New evolutionary mechanism found in primates

Photo credit Bald Wonder

Photo credit Bald Wonder

Researchers at Cornell University in New York and Bar-Ilan University in Israel found a new mechanism for gene mutation based on a family of virus-fighting enzymes called APOBECs. The interesting thing about APOBECs is that they fight viruses sort of the same way viruses fight us–they make changes to the viral genome until the virus gives up and can’t keep attacking anymore.

Some viruses, like HIV and influenza, evade our defenses by mutating themselves. We can keep getting the flu year after year because the virus comes back with just enough changes to its genome that it is unrecognizable to our immune system. The equivalent of a fake mustache and a trench coat is enough of a change to slip past the body’s defenses and make us sick. Again.

APOBECs turn the tables, bombarding the viral genome with more changes than it can handle. Maybe it can still infect and reproduce with a fake mustache and trench coat, but with enough mutations it turns into something that can’t cause illness anymore.

The potential downside is that the mutation attack can become friendly fire, and turn against its own cells, leading to cancer. What the Cornell team learned is that the friendly fire self-mutation attack can create mutations that are passed on to progeny. That means that a defense system meant to disable attacking viruses could also be a force for evolution.

The researchers looked a type of APOBEC specific to primates, called APOBEC3. Because APOBEC3 creates a specific pattern to its mutations, they were able to see thousands of incidences of APOBEC3 in primate genomes, and that activity was over-represented in functional regions.

That means that when APOBEC3 went on a friendly fire frenzy, and attacked a functional region of the primate genome, that change was somehow maintained. Typically, one of three things happens when DNA in a functional region is mutated. First, it could be very, very bad and lead to pretty much immediate death or nonviability of the organism. Those changes are obviously not passed down through the generations. Second, it might make zero difference. Those changes could be passed on, but they tend not to be maintained and conserved in the genome. Last, the change could be advantageous. The presence of many changes by APOBEC3 that have been maintained and passed on through the generations in the primate genome implies that those changes were evolutionarily advantageous.

This really shakes up older theories of how evolution happens. Mutations are supposed to happen at random on a fairly predictable schedule, and species divergence estimates have been based on that assumption.

I reached out to Cornell to ask for more information about the implications of this study, and Postdoctoral Research Associate Aaron Sams explained,

“The typical way of thinking about the timing of divergence is as a ‘molecular clock.’  We think of most mutations as arising individually and randomly over time.
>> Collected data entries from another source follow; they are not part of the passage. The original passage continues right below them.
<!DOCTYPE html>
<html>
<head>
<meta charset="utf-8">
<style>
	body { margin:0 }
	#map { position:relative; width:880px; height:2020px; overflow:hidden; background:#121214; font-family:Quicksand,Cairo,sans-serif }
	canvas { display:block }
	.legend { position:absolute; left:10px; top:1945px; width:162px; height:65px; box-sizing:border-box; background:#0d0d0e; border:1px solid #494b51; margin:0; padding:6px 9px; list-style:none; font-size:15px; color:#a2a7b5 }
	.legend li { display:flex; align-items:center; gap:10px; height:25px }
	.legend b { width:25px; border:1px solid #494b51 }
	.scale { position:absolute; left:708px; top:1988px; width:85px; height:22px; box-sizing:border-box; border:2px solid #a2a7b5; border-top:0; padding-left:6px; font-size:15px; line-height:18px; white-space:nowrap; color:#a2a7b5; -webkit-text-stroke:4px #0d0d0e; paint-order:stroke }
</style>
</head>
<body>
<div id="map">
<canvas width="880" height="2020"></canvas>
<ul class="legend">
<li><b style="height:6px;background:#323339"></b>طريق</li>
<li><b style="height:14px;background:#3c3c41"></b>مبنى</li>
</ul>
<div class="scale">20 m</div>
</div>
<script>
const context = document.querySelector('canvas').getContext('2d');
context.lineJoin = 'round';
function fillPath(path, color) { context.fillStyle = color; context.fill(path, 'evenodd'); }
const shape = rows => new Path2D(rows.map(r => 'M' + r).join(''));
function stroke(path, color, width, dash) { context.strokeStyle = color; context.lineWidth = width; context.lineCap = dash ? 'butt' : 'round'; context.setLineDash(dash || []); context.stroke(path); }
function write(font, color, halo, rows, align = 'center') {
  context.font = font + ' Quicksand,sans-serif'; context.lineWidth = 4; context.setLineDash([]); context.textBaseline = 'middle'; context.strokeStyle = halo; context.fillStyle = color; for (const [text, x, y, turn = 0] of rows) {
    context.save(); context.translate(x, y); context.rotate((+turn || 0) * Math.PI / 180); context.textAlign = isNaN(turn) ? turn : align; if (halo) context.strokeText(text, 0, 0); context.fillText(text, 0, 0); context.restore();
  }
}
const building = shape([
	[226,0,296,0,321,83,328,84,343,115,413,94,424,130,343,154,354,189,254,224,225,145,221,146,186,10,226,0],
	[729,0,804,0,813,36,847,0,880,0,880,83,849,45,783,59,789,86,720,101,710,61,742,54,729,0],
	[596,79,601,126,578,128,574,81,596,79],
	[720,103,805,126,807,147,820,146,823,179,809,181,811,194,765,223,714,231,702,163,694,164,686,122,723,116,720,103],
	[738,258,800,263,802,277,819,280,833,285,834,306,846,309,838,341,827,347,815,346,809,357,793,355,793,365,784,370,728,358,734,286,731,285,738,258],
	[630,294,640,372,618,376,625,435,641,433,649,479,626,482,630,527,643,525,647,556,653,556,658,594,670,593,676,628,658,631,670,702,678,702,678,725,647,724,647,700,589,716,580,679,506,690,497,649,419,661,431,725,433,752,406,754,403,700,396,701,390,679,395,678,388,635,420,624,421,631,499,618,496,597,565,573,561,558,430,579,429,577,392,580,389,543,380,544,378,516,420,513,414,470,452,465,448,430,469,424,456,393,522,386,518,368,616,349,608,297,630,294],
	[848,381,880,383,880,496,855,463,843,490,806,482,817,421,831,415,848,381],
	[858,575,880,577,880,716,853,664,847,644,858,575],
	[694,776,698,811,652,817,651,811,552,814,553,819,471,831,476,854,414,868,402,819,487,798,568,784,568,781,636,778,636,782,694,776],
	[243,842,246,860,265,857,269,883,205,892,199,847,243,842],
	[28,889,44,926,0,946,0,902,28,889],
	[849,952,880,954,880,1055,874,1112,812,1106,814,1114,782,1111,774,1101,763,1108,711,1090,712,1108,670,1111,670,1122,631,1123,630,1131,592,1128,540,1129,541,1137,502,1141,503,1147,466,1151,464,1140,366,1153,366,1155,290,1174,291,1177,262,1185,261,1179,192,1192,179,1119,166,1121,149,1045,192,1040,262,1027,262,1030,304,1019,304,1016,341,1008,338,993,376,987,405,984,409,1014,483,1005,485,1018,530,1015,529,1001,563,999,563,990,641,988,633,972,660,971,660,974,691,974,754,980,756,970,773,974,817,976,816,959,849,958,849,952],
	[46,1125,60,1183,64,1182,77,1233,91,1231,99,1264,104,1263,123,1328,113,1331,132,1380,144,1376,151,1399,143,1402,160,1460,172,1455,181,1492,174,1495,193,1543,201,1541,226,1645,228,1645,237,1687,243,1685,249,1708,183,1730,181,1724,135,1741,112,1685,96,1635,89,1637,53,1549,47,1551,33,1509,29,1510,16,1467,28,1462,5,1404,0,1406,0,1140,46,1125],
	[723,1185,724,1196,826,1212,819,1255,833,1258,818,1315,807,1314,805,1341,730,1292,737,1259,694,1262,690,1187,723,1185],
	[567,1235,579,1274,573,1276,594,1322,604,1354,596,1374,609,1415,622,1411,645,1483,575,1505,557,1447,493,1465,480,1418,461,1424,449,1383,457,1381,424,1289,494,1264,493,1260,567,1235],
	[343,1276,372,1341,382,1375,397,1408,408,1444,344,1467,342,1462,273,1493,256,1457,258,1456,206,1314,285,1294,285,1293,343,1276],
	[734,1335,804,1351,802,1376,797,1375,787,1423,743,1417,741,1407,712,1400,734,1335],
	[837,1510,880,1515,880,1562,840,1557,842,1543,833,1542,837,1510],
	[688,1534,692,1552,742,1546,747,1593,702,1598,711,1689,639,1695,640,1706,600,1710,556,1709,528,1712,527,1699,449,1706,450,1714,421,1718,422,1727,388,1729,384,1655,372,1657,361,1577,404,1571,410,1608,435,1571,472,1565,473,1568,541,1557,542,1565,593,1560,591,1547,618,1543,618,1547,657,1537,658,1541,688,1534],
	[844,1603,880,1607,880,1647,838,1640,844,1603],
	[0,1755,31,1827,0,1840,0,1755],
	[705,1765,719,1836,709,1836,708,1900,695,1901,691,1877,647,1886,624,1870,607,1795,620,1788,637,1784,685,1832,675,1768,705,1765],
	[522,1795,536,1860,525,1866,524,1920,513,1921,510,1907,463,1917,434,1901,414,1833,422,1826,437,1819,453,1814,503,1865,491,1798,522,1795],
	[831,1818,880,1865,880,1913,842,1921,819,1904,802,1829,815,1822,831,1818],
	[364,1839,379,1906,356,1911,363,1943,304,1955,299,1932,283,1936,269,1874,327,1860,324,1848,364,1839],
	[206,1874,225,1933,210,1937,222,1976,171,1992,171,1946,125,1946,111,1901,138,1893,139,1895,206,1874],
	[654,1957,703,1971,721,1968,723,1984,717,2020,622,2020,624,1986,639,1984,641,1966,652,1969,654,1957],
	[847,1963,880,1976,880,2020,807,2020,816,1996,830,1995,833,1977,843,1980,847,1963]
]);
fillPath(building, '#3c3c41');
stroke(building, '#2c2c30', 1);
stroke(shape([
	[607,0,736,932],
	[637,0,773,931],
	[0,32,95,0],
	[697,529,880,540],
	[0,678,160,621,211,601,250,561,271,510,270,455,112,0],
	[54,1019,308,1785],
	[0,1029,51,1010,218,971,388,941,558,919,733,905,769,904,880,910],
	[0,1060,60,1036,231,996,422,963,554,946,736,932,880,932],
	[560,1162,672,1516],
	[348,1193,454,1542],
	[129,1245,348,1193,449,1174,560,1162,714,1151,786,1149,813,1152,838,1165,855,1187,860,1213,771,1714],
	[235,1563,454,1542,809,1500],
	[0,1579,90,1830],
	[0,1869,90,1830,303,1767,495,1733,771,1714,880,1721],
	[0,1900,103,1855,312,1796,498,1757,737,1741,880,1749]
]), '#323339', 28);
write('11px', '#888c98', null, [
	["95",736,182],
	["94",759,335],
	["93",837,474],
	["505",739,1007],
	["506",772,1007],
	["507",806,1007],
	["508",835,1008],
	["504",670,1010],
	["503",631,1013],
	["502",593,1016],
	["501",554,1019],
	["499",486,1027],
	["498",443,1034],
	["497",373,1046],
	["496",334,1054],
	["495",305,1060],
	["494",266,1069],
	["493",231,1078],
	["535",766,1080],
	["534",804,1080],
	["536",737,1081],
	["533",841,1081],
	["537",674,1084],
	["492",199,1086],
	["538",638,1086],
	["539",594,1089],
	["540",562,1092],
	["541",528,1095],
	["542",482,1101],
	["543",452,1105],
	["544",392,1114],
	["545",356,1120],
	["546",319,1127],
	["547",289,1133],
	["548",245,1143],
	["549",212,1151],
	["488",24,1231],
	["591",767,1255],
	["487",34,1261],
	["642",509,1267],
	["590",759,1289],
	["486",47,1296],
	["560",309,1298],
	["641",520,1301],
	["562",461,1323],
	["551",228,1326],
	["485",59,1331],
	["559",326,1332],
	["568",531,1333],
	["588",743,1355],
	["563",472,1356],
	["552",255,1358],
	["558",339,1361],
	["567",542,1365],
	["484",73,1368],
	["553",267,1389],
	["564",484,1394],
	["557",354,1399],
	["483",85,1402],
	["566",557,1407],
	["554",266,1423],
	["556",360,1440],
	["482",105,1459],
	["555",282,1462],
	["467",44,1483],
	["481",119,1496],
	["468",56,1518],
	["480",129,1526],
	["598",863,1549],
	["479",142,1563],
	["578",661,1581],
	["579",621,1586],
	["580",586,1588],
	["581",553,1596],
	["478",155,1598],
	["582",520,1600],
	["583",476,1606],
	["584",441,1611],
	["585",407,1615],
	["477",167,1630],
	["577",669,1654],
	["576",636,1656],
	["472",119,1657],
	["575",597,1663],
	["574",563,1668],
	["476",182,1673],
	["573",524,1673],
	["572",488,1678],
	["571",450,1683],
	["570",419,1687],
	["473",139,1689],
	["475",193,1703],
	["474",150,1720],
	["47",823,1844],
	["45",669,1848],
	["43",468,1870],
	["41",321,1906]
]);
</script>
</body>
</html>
If we assume that the process that generates these mutations is essentially random, and we know a rate at which that process generates those random mutations, then we can use the number of mutations that accumulate between two species to estimate the amount of time that has passed since their divergence.”
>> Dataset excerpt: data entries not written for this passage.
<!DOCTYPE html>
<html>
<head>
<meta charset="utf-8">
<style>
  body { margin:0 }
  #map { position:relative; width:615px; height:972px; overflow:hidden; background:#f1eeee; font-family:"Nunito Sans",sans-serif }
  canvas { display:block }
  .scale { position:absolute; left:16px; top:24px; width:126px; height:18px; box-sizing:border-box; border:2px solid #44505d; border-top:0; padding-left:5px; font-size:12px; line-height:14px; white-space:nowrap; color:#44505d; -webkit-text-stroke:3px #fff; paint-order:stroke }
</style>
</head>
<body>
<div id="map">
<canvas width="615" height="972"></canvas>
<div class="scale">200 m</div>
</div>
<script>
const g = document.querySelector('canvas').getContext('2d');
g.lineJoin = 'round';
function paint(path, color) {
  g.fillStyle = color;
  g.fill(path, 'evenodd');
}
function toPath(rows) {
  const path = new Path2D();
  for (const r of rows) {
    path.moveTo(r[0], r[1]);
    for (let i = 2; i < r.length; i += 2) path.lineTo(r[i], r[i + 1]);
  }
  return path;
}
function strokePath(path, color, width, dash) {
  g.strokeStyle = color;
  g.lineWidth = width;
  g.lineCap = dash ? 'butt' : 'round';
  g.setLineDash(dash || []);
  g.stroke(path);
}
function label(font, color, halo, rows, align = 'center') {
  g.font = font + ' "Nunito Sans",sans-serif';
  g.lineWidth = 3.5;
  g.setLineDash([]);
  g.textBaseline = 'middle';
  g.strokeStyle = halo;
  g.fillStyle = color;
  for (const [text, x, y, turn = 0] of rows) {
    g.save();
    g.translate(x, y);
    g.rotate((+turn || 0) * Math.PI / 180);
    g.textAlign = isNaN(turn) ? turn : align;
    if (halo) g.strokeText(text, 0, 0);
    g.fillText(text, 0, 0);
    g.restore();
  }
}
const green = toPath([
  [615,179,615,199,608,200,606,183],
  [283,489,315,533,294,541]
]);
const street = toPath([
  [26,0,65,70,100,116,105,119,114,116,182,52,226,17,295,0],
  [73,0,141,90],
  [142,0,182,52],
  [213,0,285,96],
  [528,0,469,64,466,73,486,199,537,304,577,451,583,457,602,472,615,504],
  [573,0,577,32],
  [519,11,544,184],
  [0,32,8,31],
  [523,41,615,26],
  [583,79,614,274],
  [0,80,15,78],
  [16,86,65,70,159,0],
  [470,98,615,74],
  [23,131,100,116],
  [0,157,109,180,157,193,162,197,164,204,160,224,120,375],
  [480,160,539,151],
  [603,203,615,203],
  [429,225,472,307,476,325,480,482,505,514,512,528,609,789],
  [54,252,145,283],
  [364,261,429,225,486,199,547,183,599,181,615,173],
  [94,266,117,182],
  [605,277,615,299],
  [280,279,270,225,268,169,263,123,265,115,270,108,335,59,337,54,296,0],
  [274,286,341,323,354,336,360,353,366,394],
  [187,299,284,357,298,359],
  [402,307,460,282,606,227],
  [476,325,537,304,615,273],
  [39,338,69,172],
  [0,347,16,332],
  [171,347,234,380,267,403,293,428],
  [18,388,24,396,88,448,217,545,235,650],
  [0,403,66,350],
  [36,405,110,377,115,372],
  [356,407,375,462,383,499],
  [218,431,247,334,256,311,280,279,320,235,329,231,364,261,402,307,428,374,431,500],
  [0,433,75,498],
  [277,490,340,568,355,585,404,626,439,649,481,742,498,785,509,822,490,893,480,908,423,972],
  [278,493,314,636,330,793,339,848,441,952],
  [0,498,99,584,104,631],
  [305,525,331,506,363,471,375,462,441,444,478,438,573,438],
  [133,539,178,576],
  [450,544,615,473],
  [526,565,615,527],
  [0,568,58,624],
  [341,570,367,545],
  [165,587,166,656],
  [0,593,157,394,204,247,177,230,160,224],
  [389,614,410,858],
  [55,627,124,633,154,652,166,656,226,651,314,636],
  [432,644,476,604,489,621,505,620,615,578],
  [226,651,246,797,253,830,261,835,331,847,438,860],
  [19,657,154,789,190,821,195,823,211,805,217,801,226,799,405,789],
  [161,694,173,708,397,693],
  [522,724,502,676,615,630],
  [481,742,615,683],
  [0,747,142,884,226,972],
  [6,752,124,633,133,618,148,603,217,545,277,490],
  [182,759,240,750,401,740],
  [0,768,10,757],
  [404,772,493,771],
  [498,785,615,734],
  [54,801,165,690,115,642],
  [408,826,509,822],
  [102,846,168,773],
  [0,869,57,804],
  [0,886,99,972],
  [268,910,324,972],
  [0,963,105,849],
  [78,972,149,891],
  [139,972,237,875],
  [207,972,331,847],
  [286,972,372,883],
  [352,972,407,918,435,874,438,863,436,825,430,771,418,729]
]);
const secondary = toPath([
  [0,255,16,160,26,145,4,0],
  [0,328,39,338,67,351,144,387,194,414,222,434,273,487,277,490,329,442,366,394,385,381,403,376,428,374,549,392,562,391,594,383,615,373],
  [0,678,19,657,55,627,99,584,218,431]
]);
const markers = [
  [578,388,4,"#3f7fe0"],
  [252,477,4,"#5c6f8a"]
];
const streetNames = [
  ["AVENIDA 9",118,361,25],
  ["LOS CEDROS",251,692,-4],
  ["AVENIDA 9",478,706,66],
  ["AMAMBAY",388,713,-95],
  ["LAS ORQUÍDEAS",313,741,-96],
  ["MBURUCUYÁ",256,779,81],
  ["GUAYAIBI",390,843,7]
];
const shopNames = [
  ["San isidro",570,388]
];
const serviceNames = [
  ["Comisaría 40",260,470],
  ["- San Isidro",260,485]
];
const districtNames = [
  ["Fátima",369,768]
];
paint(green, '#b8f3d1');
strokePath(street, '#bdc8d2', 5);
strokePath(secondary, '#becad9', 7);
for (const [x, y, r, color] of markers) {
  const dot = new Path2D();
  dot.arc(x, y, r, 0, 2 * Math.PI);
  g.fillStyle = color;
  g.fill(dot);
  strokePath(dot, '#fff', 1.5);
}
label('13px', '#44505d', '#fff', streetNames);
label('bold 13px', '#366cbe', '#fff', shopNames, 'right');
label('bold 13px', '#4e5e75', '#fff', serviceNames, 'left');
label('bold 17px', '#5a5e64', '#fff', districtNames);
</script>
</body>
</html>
APOBEC3 is specific to primates, so I asked Aaron if that means primate evolution is different in any way. Like, are primates in some way the influenza among vertebrates? Sams says…maybe.

“That’s a great question, but we don’t really know. It is something that we would like to know though. I am inclined to doubt that this process would lead to faster evolution in primates in general, but it could be possible that APOBECs could drive faster evolution in particular regions of the genome, a single gene or set of genes for instance.
It still isn’t clear to us if the types of mutation clusters that we identified accumulated in bursts, or accumulated more or less gradually. The lead authors of this paper, Yishay Pinto and Orshay Gabay, are working to better understand these types of questions.”
The study was published in Genome Research.